How Much Does Workers' Comp Cost in 2026? State-by-State Breakdown

By PolicyBenchmark Editorial Team · March 14, 2026

Workers' compensation insurance is one of the most significant insurance expenses for small and mid-sized businesses. It is also one of the most variable — what you pay depends heavily on where your business operates, what industry you are in, the size of your payroll, and your claims history. Understanding how workers' comp is priced can help you budget accurately and identify opportunities to reduce your costs. For a broader overview of what workers' comp covers and when it is required, see our complete workers' compensation insurance guide.

This guide provides a comprehensive look at workers' comp costs in 2026, including state-by-state averages, the factors that drive your premium, and practical strategies for bringing those costs down.

This content is for informational purposes only and does not constitute insurance advice. Always consult with a licensed insurance professional before making coverage decisions.

How Workers' Comp Premiums Are Calculated

Before diving into state-specific costs, it helps to understand the basic formula that determines your workers' comp premium:

Premium = (Payroll / $100) × Class Code Rate × Experience Modification Rate (EMR)

Each element plays a distinct role:

  • Payroll — Your total annual payroll is the base exposure unit.

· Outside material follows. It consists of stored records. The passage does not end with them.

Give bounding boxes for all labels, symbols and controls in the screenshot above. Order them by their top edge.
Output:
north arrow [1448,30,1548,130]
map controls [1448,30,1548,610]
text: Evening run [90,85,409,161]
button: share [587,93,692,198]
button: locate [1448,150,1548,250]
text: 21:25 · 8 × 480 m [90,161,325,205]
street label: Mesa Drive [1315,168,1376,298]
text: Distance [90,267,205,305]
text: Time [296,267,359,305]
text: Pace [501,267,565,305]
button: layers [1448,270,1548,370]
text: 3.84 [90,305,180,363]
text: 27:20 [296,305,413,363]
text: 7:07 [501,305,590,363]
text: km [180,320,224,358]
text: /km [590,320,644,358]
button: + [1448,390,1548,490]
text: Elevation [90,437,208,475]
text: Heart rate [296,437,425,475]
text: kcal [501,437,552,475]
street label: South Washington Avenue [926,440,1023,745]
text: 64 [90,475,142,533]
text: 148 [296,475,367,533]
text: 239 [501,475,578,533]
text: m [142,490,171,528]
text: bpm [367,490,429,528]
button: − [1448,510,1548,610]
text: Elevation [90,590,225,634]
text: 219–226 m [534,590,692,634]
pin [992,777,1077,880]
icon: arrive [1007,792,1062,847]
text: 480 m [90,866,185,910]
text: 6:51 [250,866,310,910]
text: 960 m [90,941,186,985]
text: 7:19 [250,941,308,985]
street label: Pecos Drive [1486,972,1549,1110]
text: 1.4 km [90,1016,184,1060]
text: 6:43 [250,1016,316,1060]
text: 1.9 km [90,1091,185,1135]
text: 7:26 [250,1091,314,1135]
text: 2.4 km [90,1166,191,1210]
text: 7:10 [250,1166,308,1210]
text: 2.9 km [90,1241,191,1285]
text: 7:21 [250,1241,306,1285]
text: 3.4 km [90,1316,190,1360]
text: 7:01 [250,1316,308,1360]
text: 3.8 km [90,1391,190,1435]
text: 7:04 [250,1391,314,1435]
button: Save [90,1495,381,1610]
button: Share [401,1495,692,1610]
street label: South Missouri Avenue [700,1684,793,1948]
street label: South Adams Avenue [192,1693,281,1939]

More payroll means more premium, all else being equal.
  • Class code rate — Every job type is assigned a classification code with a corresponding rate per $100 of payroll. Office workers might have a rate of $0.20 per $100, while roofers might pay $15 or more per $100.
  • Experience modification rate (EMR) — This multiplier reflects your company's claims history relative to similar businesses. An EMR of 1.0 means you are average. Below 1.0 means fewer claims than average (lower premium), and above 1.0 means more claims (higher premium).

State-specific factors — including benefit levels, medical cost structures, and regulatory requirements — further influence the base rates available in each state.

Average Workers' Comp Costs by State (2026)

Workers' comp costs vary dramatically from state to state. The following table shows the average cost per $100 of payroll for the top 10 most-referenced states, along with an approximate annual premium for a small business with $300,000 in total payroll:

| State | Average Rate per $100 Payroll | Approx. Annual Premium ($300K Payroll) | |---|---|---| | California | $1.56 | $4,680 | | New York | $1.44 | $4,320 | | Florida | $1.30 | $3,900 | | Illinois | $1.22 | $3,660 | | Texas | $0.98 | $2,940 | | Pennsylvania | $1.18 | $3,540 | | Ohio | $1.05 | $3,150 | | New Jersey | $1.10 | $3,300 | | Georgia | $0.88 | $2,640 | | Colorado | $0.82 | $2,460 |

These are broad averages across all industries. Your actual rate depends on your specific class codes, EMR, and carrier pricing.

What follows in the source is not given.